Problem statement
Give again, word for word, every line below from the one that has "M1517,704l21,4v20h11l-2,14 -34,-9z" through the one that has "M1381,770l50,15 -2,8 97,27", both included, and no others.

Given data

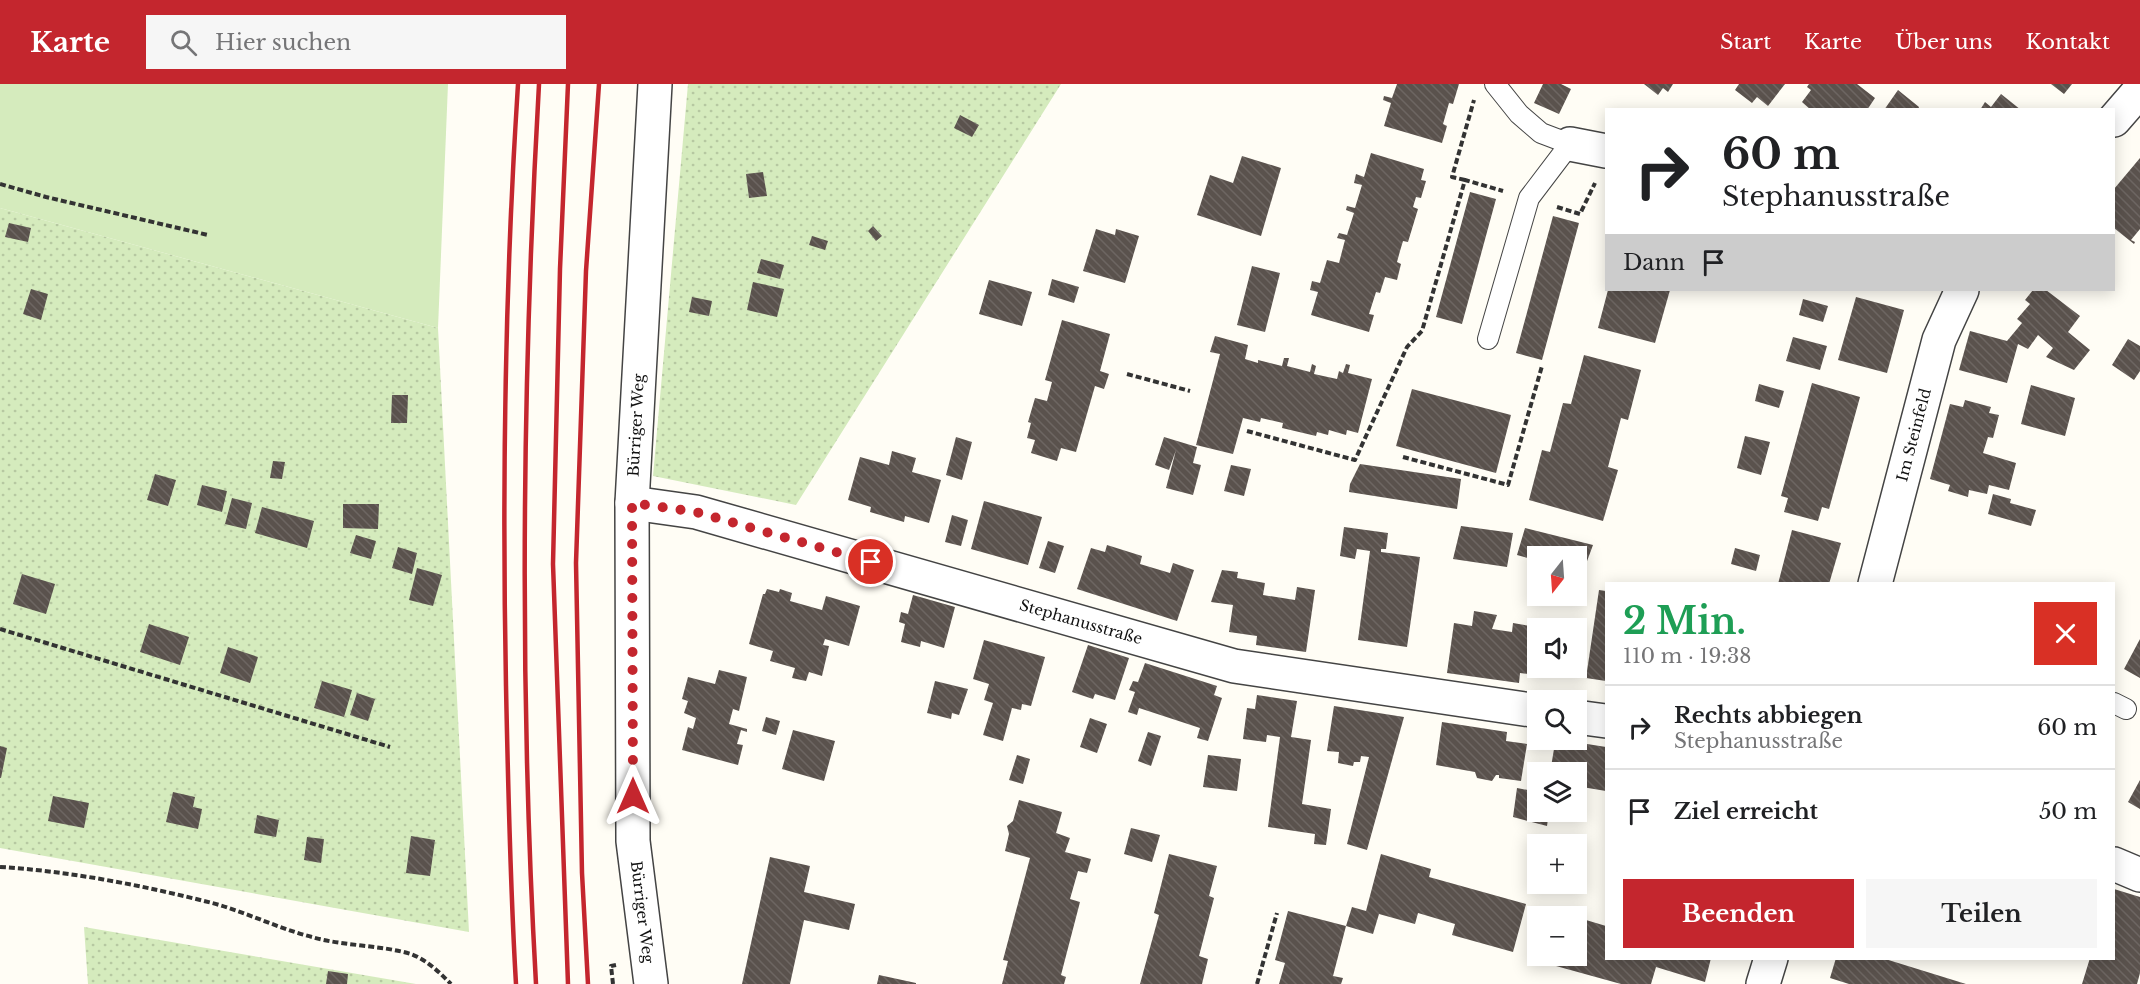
<!DOCTYPE html>
<html lang="de">
<meta charset="utf-8">
<style>
body{margin:0;font-family:"Libre Baskerville",serif;background:#f6f6f6;color:#202124;height:100vh;display:flex;flex-direction:column;font-size:22px;white-space:nowrap}
*{box-sizing:border-box;margin:0}
p{font-size:20px;color:#757577}
.icon{flex:none;width:33px;height:33px;fill:none;stroke:currentColor;stroke-width:2;stroke-linecap:round;stroke-linejoin:round}
.map{position:relative;flex:1;overflow:hidden}
.side{position:absolute;left:1605px;top:498px;width:510px;height:378px;display:flex;flex-direction:column;background:#fff;border-radius:0px;box-shadow:0 3px 15px #0003}
.side>*{flex:none}
.hud{position:absolute;left:1605px;top:24px;width:510px;height:183px;border-radius:0px;box-shadow:0 3px 15px #0003;background:#fff;color:#202124;overflow:hidden}
.needle{width:39px;rotate:197deg}
.buttons{position:absolute;left:1527px;top:462px;display:grid;gap:12px}
.buttons a{display:grid;place-items:center;width:60px;height:60px;border-radius:0px;background:#fff;box-shadow:0 3px 15px #0003;font-size:30px}
.pin{position:absolute;display:grid;place-items:center;width:51px;height:51px;color:#fff;margin:-26px;border:3px solid #fff;border-radius:50%;box-shadow:0 2px 6px #0007}
.me{position:absolute;width:66px;margin:-33px;rotate:0deg;stroke-linejoin:round;filter:drop-shadow(0 0 4px #0008)}
.turn{display:flex;align-items:center;gap:21px;height:126px;padding:0 18px;font-size:27px}
.turn .icon{width:78px;height:78px;stroke-width:2.5}
.turn b{display:block;font-size:42px;line-height:51px}
.then{display:flex;align-items:center;height:57px;padding:0 18px;background:#0003;gap:12px;font-size:22px}
.round{display:grid;place-items:center;flex:none;width:63px;height:63px;border-radius:0px;background:#f6f6f6}
.headline{display:flex;align-items:center;justify-content:space-between;height:102px;padding:0 18px}
h1{font-size:36px;font-weight:700;line-height:45px;color:#1e9e55}
.cta{display:flex;gap:12px;margin-top:auto;padding:12px 18px}
.cta a{flex:1;height:69px;border-radius:0px;background:#c4262e;color:#fff;font-size:24px;font-weight:700;line-height:69px;text-align:center}
.cta a+a{background:#f6f6f6;color:#202124}
ul{padding:0;list-style:none}
li{display:flex;align-items:center;gap:18px;height:84px;padding:0 18px;border-top:2px solid #e0e0e0}
li div{flex:1}
li b{display:block;font-size:22px}
li em{font-style:normal}
header{display:flex;align-items:center;gap:36px;box-sizing:border-box;height:84px;padding:0 30px;background:#c4262e;color:#fff}
header strong{font-size:28px}
nav{display:flex;gap:33px;margin-inline-start:auto;font-size:21px}
.search{width:420px;height:54px;background:#f6f6f6;display:flex;align-items:center;gap:15px;box-sizing:border-box;padding:0 21px;border-radius:0px;color:#757577;font-size:22px}
.map>svg:first-child{display:block}
.grass{fill:#d5ebbd}
.park{fill:url(#park-dots)}
.building{fill:url(#building-back-hatch)}
.lines{fill:none;stroke-linecap:round;stroke-linejoin:round}
.service-casing{stroke:#444;stroke-width:22}
.minor-casing{stroke:#444;stroke-width:36}
.path{stroke:#333;stroke-width:4;stroke-dasharray:6 3;stroke-linecap:butt}
.service{stroke:#fff;stroke-width:20}
.minor{stroke:#fff;stroke-width:33}
.rail{stroke:#c4262e;stroke-width:4.5}
.route{stroke:#c4262e;stroke-width:10;stroke-dasharray:0 18}
.labels{text-anchor:middle;stroke-width:6;stroke-linejoin:round;paint-order:stroke}
.street-label{font-size:15px;fill:#111;stroke:#fff}
</style>
<header>
<strong>Karte</strong>
<div class="search"><svg class="icon" aria-label="search" viewBox="0 0 24 24"><circle cx="10" cy="10" r="6"/><path d="M15 15l6 6"/></svg>Hier suchen</div>
<nav><a>Start</a><a>Karte</a><a>Über uns</a><a>Kontakt</a></nav>
</header>
<div class="map">
<svg width="2140" height="900" viewBox="0 0 2140 900">
<defs>
<pattern id="park-dots" width="8" height="8" patternUnits="userSpaceOnUse" patternTransform="scale(1.5)"><rect width="8" height="8" fill="#d5ebbd"/><path d="M2 2h.1M6 6h.1" fill="none" stroke="#b6c8a1" stroke-width="1.8" stroke-linecap="round"/></pattern>
<pattern id="building-back-hatch" width="6" height="6" patternUnits="userSpaceOnUse" patternTransform="scale(1.5)"><rect width="6" height="6" fill="#5a524d"/><path d="M-1 5l2 2M0 0l6 6M5-1l2 2" fill="none" stroke="#6d6662"/></pattern>
</defs>
<rect width="100%" height="100%" fill="#fffdf5"/>
<!-- grass -->
<path class="grass" d="M0,0h448l-10,244 -438,-120z"/>
<!-- park -->
<path class="park" d="M688,0h373l-265,421 -143,-29z
M0,124l438,120 31,604 -469,-84z
M84,843l332,57h-328z"/>
<!-- building -->
<path class="building" d="M1397,0h62l-6,20 -4,-1 -6,21 4,2 -5,17 -58,-17 7,-23 -8,-3 1,-4 8,2z
M1543,0h18l10,5 -12,25 -25,-11z
M1644,0h29l-5,8 -5,-4 -5,7z
M1739,0h46l-17,22 -11,-9 -5,6 -17,-13z
M1809,0h48l18,14 -8,12h-56l-9,-8 9,-12 -4,-3z
M2051,0h21l-8,10z
M1898,6l21,17 -1,3h-34z
M2001,10l20,16h-41l5,-8 6,5z
M960,31l19,10 -7,12 -18,-9z
M1371,69l53,16 -3,11 5,1 -5,17 -5,-1 -3,10 5,2 -10,33 -5,-1 -3,10 -3,11 4,2 -4,16 -12,-3 -5,16 -4,-1 -7,22 5,1 -5,17 -58,-17 7,-23 -8,-2 2,-9 8,2 7,-23 12,3 6,-23 -8,-2 2,-5 8,2 7,-22 -8,-3 1,-4 8,2 7,-23 -8,-2 2,-9 8,3z
M1242,72l39,12 -20,68 -64,-21 13,-40 23,8z
M2140,74v71l-9,11 4,2 -1,2 -20,-16v-39z
M763,88l4,24 -18,2 -3,-24z
M1470,108l26,7 -34,125 -26,-7z
M1553,132l26,7 -37,137 -26,-7z
M9,139l22,5 -3,14 -23,-5z
M873,142l9,10 -6,5 -8,-10z
M1096,145l19,6 1,-6 23,7 -14,47 -42,-12z
M812,152l16,5 -3,9 -16,-5z
M761,175l23,6 -4,14 -23,-6z
M1252,182l28,7 -15,59 -28,-7z
M1052,195l27,8 -5,16 -26,-8z
M989,196l43,12 -10,34 -43,-12z
M753,198l31,7 -7,28 -30,-7z
M31,205l17,5 -7,26 -18,-6z
M1608,206h62l-15,53 -57,-15z
M2033,206h13l34,26 -12,16 22,18 -16,20 -28,-13 7,-9 -15,-13 -10,14 -10,-5 -11,39 -48,-13 11,-39 37,10 15,-18 -5,-4 13,-15 -5,-4z
M692,213l20,4 -3,15 -20,-4z
M1856,213l48,13 -17,63 -49,-13z
M1803,215l25,7 -5,16 -24,-7z
M1062,236l48,14 -10,37 9,3 -5,15 -9,-3 -19,66 -15,-4 -4,13 -26,-8 4,-13 -8,-2 4,-15 -3,-1 7,-24 12,3 5,-19 -7,-2z
M1215,252l33,9 -3,14 13,4v-3l24,6 2,-8h5l-2,8 23,6 2,-8 4,2 -2,8 23,5 2,-8 4,2 3,-9 4,1 -2,8 24,6 -14,54 -11,-3 -1,5 -17,-5 -1,5 -11,-3 -1,4 -34,-8 1,-5 -22,-5 -1,4 -17,-4 -10,36 -37,-9 24,-91 -10,-2z
M1793,253l34,9 -7,24 -34,-9z
M2128,255l12,7v25l-6,9 -22,-15z
M1584,271l57,15 -13,50 -7,-2 -13,49 10,3 -15,51 -74,-21 13,-50 8,2 13,-49 8,1z
M1812,299l48,14 -31,112 -7,-2 -4,14 -34,-9 4,-14 -7,-2z
M1759,300l25,7 -5,17 -24,-7z
M2031,301l44,13 -10,38 -44,-12z
M1412,305l99,26 -15,58 -100,-27z
M392,311h16l-1,28h-16z
M1965,316l26,7 -2,6 10,2 -6,23 -5,-1 -5,16 33,10 -7,27 -20,-5 -2,9 -18,-4 -1,7 -20,-6 2,-6 -20,-6 20,-75 13,3z
M1745,352l25,6 -9,33 -24,-7z
M956,353l16,5 -10,38 -16,-5z
M1164,353l33,10 -4,16 8,2 -8,30 -27,-7 10,-38 -7,20 -14,-5z
M892,367l24,7 -4,14 29,8 -12,43 -24,-7 -1,6 -34,-10 1,-5 -23,-7 12,-43 29,8z
M273,377l12,1 -3,17 -12,-1z
M1360,380l101,15 -4,30 -108,-17 1,-8z
M1231,381l20,4 -7,27 -20,-5z
M155,390l21,6 -8,26 -21,-6z
M202,401l25,6 -5,21 -25,-7z
M1993,410l18,5 -1,4 26,7 -5,16 -43,-12z
M232,414l20,5 -6,26 -21,-5z
M984,417l58,16 -14,48 -57,-16z
M343,420h36l-1,25 -35,-1z
M262,423l52,14 -7,27 -52,-15z
M952,431l16,5 -7,26 -16,-4z
M1461,442l52,7 -6,34 -54,-8z
M1344,443l44,6 -2,16h-5v3l39,5 -13,90 -49,-7 12,-89 -13,-2 -2,10 -15,-3z
M1525,444l68,17 -10,27 -7,-2v-14h-38v5l-21,-6z
M1792,446l49,13 -12,41h-51z
M356,451l20,6 -5,18 -21,-6z
M1048,457l16,5 -9,27 -16,-5z
M1107,461l35,11 -2,8 30,9 3,-10 21,7 -17,51 -100,-32 14,-41 14,4z
M398,463l19,6 -5,21 -20,-6z
M1735,464l25,7 -4,16 -25,-7z
M417,484l25,7 -9,31 -24,-6z
M1222,486l16,2 -1,6 28,5 -2,12 32,5 2,-13 18,3 -9,62 -50,-7 1,-9 -28,-4 4,-27 -22,-3z
M22,490l33,10 -9,30 -33,-10z
M767,505l12,3 1,-3 12,4 -2,8 32,9 4,-14 34,10 -11,40 -24,-7 -2,6 6,1 -7,30 -13,-4 -3,9 -14,-3 3,-10 -25,-7 3,-10 -24,-7 14,-50h2z
M1599,506l7,1v90l-20,-3z
M913,511l42,12 -11,41 -23,-7 -1,6 -19,-5 4,-18 -6,-2 2,-10 7,2z
M1474,527l23,4 -5,14 20,3 1,-9 23,4 -8,47 -8,-1 -1,10 -72,-10 7,-50 18,3z
M149,540l40,13 -9,28 -40,-13z
M2140,555v39l-16,-9z
M984,556l61,17 -14,49 -9,-2 -1,6 -9,-2 -9,33 -20,-6 10,-32 -9,-3 5,-16 -16,-5z
M1088,561l41,13 -14,42 -20,-6 -2,5 -21,-7z
M228,563l30,10 -8,26 -30,-10z
M1145,579l72,23 -3,9 8,3 -14,43 -11,-3 3,-10 -61,-20 -2,7 -9,-3 7,-20 -6,-2 4,-9 5,1z
M719,586l28,7 -8,34 -6,-2 -4,15 18,5v3l-6,-2 -4,14 6,1 -5,20 -56,-15 6,-23 5,2 3,-11 -12,-5 4,-12 -6,-2 6,-22 27,7z
M322,597l30,9 -8,27 -30,-9z
M935,597l33,8 -9,26 -7,-2 -1,6 -24,-6z
M357,609l18,6 -7,22 -18,-6z
M1257,611l40,6 -6,36 20,3 -9,64 29,5 -5,36 -12,-1 1,-10 -47,-7 12,-90 -13,-2 -1,7 -23,-3 4,-31 8,1z
M1334,622l70,11 -37,133 -20,-6 22,-87 -8,-1 -1,6h-6l-1,4 -15,-3 1,-11 -12,-1z
M766,633l14,4 -4,14 -14,-4z
M1090,634l17,6 -10,29 -17,-6z
M1442,638l65,10 -1,9 21,3 -6,37 -22,-3v-3h-3l-4,6 -15,-3 -2,-6 -39,-7z
M793,646l42,11 -11,40 -42,-12z
M1148,648l13,4 -10,30 -13,-5z
M1562,656l44,7v44l-30,-5v-14h-18v-3l-7,-2 3,-18 7,1z
M0,662l7,2 -6,30h-1z
M1017,671l13,4 -7,25 -14,-4z
M1208,671l33,4 -4,32 -34,-4z
M2140,696v29l-12,-7z
M1517,704l21,4v20h11l-2,14 -34,-9z
M173,708l22,5 -2,10 9,2 -4,20 -32,-7z
M53,712l36,7 -5,25 -36,-7z
M1019,716l43,12 -6,21 14,5 -5,14 26,7 -4,14 -9,-2 -8,28 10,3 -19,73 5,2 -2,7h-62l6,-23 -5,-1 27,-102 -25,-7 4,-17 -2,-8 6,-5z
M257,731l22,5 -3,17 -22,-4z
M1131,744l29,7 -8,27 -28,-8z
M411,752l24,4 -5,36 -24,-3z
M307,753l17,2 -3,24 -17,-3z
M1169,770l48,12 -8,30 5,2 -15,58 9,3 -6,25h-62l19,-69 -5,-2z
M1381,770l50,15 -2,8 97,27 -13,48 -61,-17 3,-11 -37,-11 -3,11 -36,-10 -6,20 -27,-8 6,-19 14,4z
M770,773l40,9 -6,26 51,12 -6,26 -45,-10 -14,64h-48z
M2114,805l26,8v76l-3,11h-55l8,-26h24z
M1538,823l19,5 -2,4h-17v32l-10,-3z
M1288,827l58,15 -13,50 10,2 -2,6h-62l6,-21 -10,-3z
M1576,833l30,9v32h105l-6,24 -49,-15 -5,17h-30l-65,-18 2,-10h18z
M1836,874h46l84,26h-117l-19,-6z
M328,887l20,3 -1,10h-21z
M879,891l37,8v1h-39z"/>
<g class="lines">
<!-- service casing -->
<g class="service-casing">
<path id="service" d="M1488,255l41,-141 41,-54 -29,-11 -22,-19 -24,-30
M2114,619l12,6"/>
</g>
<!-- minor casing -->
<g class="minor-casing">
<g id="minor">
<path d="M2114,36l26,-30"/>
<path d="M1570,60l36,7"/>
<path id="s1" d="M632,419l64,9 538,154 304,45"/>
<path id="s2" d="M1875,500l64,-244 23,-50"/>
<path d="M1576,633l30,4"/>
<path d="M2114,780l26,11"/>
<path id="s3" d="M651,900l-18,-143 -1,-338 23,-419"/>
<path d="M1763,900l8,-26"/>
</g>
</g>
<!-- path -->
<path class="path" d="M1465,96l-13,-3 22,-77
M0,100l46,13 162,38
M1557,123l23,7 15,-31
M1127,290l63,17
M1247,347l108,29 52,-113 15,-16 43,-151 38,11
M1403,373l105,28 34,-119
M0,545l390,118
M0,783c69,4 146,19 212,36 34,9 65,25 100,34 30,9 69,8 99,17 16,6 28,18 40,30
M613,900l-2,-18 5,-1
M1257,900l20,-71"/>
<!-- service -->
<use href="#service" class="service"/>
<!-- minor -->
<use href="#minor" class="minor"/>
<!-- rail -->
<path class="rail" d="M516,900c-6,-100 -8,-199 -10,-298 -4,-201 -1,-402 12,-602
M536,900c-17,-300 -14,-600 3,-900
M568,900l-15,-420 7,-295 8,-185
M588,900l-6,-111 -6,-310 10,-292 13,-187"/>
</g>
<g class="lines">
<!-- route -->
<path class="route" d="M633,712l-1,-293 64,9 175,50"/>
</g>
<g class="labels">
<!-- street labels -->
<g class="street-label">
<text dy="5" stroke="none"><textPath href="#s3" startOffset="560">Bürriger Weg</textPath></text>
<text dy="5" stroke="none"><textPath href="#s2" startOffset="154">Im Steinfeld</textPath></text>
<text dy="5" stroke="none"><textPath href="#s1" startOffset="465">Stephanusstraße</textPath></text>
<text transform="translate(642 828) rotate(83)" y="5">Bürriger Weg</text>
</g>
</g>
</svg>
<div class="buttons">
<a><svg class="needle" viewBox="-14 -14 28 28"><path d="M0-13l5 13h-10z" fill="#e53935"/><path d="M0 13l5-13h-10z" fill="#757577"/></svg></a>
<a><svg class="icon" aria-label="sound" viewBox="0 0 24 24"><path d="M4 9h4l5-4v14l-5-4H4zM17 9q2 3 0 6"/></svg></a>
<a><svg class="icon" aria-label="search" viewBox="0 0 24 24"><circle cx="10" cy="10" r="6"/><path d="M15 15l6 6"/></svg></a>
<a><svg class="icon" aria-label="layers" viewBox="0 0 24 24"><path d="M12 4l9 5-9 5-9-5zM3 14l9 5 9-5"/></svg></a>
<a>+</a>
<a>−</a>
</div>
<div class="pin" style="left:871px;top:478px;background:#d93025"><svg class="icon" aria-label="arrive" viewBox="0 0 24 24"><path d="M6 21V4h12l-3 4 3 4H6"/></svg></div>
<svg class="me" style="left:633px;top:712px" viewBox="-20 -20 40 40"><path d="M0-17L14 15 0 8-14 15z" fill="#c4262e" stroke="#fff" stroke-width="4"/></svg>
<div class="hud">
<div class="turn"><svg class="icon" aria-label="right" viewBox="0 0 24 24"><path d="M7 20v-9h11M14 6l5 5-5 5"/></svg><div><b>60 m</b>Stephanusstraße</div></div>
<div class="then">Dann<svg class="icon" aria-label="arrive" viewBox="0 0 24 24"><path d="M6 21V4h12l-3 4 3 4H6"/></svg></div>
</div>
<section class="side">
<div class="headline"><div><h1>2 Min.</h1><p>110 m · 19:38</p></div><a class="round" style="background:#d93025;color:#fff"><svg class="icon" aria-label="close" viewBox="0 0 24 24"><path d="M6 6l12 12M18 6L6 18"/></svg></a></div>
<ul>
<li><svg class="icon" aria-label="right" viewBox="0 0 24 24"><path d="M7 20v-9h11M14 6l5 5-5 5"/></svg><div><b>Rechts abbiegen</b><p>Stephanusstraße</p></div><em>60 m</em></li>
<li><svg class="icon" aria-label="arrive" viewBox="0 0 24 24"><path d="M6 21V4h12l-3 4 3 4H6"/></svg><div><b>Ziel erreicht</b></div><em>50 m</em></li>
</ul>
<div class="cta"><a>Beenden</a><a>Teilen</a></div>
</section>
</div>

Result of this task
M1517,704l21,4v20h11l-2,14 -34,-9z
M173,708l22,5 -2,10 9,2 -4,20 -32,-7z
M53,712l36,7 -5,25 -36,-7z
M1019,716l43,12 -6,21 14,5 -5,14 26,7 -4,14 -9,-2 -8,28 10,3 -19,73 5,2 -2,7h-62l6,-23 -5,-1 27,-102 -25,-7 4,-17 -2,-8 6,-5z
M257,731l22,5 -3,17 -22,-4z
M1131,744l29,7 -8,27 -28,-8z
M411,752l24,4 -5,36 -24,-3z
M307,753l17,2 -3,24 -17,-3z
M1169,770l48,12 -8,30 5,2 -15,58 9,3 -6,25h-62l19,-69 -5,-2z
M1381,770l50,15 -2,8 97,27 -13,48 -61,-17 3,-11 -37,-11 -3,11 -36,-10 -6,20 -27,-8 6,-19 14,4z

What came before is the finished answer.